This situation is not unique to Australia. Most advanced economies have experienced a similar pattern of inflation – a spike in inflation owing to goods and energy prices, followed by a sharp disinflation in goods prices but continued high services price inflation. As a result, other central banks are remaining cautious about the future path of interest rates. Some have decreased their policy rates a little but they have been emphasising that the job is still not done and policy remains restrictive.

Likewise here in Australia. We did not increase interest rates as much as some other central banks. And we have received some criticism for that. Indeed, some commentators continue to call for further tightening in monetary policy. But as I noted earlier, we have been trying to balance bringing inflation back down over a reasonable timeframe, without inflicting unnecessary damage on the labour market. And the Board’s judgement to date has been that policy is currently sufficiently restrictive to do that.

The Board’s recent decision

Which brings me to the Board’s most recent decision. At its meeting on 5 and 6 August, the Board decided to leave the cash rate unchanged at 4.35 per cent. It recognised that while inflation had fallen substantially since its peak, it is still some way above the midpoint of the 2–3 per cent target range. And as I noted earlier, inflation is proving persistent. But the Board remains vigilant to upside risks to inflation and noted that policy will need to remain sufficiently restrictive until it is confident that inflation is moving sustainably towards the target range.

Prior to our decision, markets had brought forward their expectations of a rate cut following inflation outcomes in the United States and the June quarter CPI in Australia coming in a bit lower than expected.
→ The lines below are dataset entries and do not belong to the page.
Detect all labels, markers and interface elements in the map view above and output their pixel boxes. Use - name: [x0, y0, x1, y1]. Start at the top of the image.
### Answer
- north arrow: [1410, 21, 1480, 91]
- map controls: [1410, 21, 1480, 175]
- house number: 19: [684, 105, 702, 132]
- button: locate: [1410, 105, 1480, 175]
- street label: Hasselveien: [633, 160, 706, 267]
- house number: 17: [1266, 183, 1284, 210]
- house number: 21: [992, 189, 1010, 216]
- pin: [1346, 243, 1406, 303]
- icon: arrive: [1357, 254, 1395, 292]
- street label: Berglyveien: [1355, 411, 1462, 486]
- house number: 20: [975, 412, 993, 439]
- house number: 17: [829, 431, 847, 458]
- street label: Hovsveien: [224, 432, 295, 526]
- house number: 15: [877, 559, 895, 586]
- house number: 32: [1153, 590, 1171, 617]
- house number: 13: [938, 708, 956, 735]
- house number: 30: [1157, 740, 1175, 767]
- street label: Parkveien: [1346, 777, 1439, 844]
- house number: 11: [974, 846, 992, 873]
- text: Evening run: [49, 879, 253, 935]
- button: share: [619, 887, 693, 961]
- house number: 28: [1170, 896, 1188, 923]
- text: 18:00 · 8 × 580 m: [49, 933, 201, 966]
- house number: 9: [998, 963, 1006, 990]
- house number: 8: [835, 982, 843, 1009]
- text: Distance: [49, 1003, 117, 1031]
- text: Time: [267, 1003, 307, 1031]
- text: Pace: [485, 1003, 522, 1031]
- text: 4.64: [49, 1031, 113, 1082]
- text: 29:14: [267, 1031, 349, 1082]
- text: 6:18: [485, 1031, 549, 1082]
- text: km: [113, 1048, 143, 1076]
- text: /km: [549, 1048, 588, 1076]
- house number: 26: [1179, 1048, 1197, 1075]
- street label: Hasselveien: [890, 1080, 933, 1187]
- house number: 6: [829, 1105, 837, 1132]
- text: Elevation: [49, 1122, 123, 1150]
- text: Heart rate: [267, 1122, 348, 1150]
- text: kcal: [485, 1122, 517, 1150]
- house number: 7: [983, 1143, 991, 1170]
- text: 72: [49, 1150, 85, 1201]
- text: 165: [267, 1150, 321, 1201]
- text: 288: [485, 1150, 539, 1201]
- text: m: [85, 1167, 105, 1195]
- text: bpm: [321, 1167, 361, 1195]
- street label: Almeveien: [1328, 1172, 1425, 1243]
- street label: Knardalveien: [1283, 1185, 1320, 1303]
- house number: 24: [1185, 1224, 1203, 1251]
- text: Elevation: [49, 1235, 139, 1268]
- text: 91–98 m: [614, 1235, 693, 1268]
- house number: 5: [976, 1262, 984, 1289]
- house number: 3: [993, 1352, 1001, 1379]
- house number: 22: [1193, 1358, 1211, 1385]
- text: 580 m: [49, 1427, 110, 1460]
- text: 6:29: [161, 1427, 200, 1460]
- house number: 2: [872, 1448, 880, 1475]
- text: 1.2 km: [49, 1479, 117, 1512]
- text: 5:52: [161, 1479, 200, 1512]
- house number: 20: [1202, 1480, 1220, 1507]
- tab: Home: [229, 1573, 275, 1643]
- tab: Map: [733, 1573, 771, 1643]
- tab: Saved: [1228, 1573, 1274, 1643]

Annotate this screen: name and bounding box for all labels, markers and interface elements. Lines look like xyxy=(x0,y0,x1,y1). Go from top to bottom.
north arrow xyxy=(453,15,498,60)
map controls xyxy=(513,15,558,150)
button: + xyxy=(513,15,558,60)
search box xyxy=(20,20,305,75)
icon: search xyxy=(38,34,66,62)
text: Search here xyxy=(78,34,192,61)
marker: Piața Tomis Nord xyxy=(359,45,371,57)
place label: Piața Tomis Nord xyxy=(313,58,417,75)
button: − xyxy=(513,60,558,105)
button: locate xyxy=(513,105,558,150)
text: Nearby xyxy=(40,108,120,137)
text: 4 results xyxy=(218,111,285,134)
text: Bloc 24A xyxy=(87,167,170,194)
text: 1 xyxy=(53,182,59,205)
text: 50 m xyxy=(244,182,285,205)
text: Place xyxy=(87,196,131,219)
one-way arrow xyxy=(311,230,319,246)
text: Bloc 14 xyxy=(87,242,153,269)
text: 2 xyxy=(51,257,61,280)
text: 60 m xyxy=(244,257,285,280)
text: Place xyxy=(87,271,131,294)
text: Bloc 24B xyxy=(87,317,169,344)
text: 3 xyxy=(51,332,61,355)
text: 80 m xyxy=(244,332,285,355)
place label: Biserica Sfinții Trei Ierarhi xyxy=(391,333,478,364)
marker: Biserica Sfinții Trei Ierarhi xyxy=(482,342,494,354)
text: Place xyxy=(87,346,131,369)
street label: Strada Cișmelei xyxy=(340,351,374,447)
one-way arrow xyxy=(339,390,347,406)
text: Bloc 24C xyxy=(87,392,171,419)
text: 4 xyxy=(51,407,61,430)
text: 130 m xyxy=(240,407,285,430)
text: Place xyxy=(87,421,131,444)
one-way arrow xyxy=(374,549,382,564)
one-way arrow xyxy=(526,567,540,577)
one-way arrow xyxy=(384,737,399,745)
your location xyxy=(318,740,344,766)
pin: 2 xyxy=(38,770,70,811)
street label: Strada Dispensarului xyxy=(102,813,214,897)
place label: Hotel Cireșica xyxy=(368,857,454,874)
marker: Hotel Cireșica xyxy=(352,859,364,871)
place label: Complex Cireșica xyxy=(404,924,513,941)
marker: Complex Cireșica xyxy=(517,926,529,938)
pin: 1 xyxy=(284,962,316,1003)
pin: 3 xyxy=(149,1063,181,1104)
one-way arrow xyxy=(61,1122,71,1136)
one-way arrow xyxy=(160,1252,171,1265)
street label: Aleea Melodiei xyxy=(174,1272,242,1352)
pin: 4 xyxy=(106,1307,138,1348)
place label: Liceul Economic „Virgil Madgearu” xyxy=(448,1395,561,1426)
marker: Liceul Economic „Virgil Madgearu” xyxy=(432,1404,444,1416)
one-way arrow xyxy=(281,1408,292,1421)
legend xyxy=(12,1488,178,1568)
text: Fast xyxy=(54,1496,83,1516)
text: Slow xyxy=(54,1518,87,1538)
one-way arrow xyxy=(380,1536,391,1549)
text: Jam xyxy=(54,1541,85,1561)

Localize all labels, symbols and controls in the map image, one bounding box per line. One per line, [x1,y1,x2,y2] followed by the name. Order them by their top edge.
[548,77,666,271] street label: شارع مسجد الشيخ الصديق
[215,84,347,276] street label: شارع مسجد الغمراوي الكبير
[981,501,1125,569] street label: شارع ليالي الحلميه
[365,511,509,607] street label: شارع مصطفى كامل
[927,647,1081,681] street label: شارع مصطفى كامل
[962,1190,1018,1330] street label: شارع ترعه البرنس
Then volatility in international financial markets resulted in further declines in interest rate expectations. Financial markets are still pricing in a rate cut by the end of the year. The Board’s message, though, was that it is premature to be thinking about rate cuts. Inflation is still too high and, in underlying terms, is not expected to be back in the top of the band until the end of next year. Circumstances may change, of course, and the outlook is uncertain. But based on what the Board knows at present, it does not expect that it will be in a position to cut rates in the near term.

I understand that this is not what many households want to hear. Those with mortgages are feeling the squeeze on their cash flows from the increase in interest rates over the past couple of years. Businesses too are facing higher borrowing costs. But the alternative of higher inflation for longer is much worse. Inflation has not been this high for a few decades and I think many people have forgotten how bad it is – some younger people will not have experienced high inflation at all. There is a reason why there is so much talk about the cost of living – high inflation hurts everyone. It reduces what people can buy with their wages, erodes the value of savings, and it disproportionately hurts those on low or fixed incomes. This is why it is imperative that we do what we need to ensure inflation returns to levels at which it is in the background again.

Economic outlook

That said, the economic outlook remains highly uncertain. The RBA published its most recent forecasts at the same time as we announced the monetary policy decision. As I noted earlier, the central forecasts are for inflation to return to the target range late in 2025. It is forecast to approach the midpoint of the target band in 2026. This is a slightly slower return to target than we were forecasting in May. It reflects a judgement that the gap between aggregate demand and supply in the economy is larger than previously thought. That is, even though growth in the economy has been weak, the level of demand for goods and services is still higher than the ability of the economy to produce those goods and services.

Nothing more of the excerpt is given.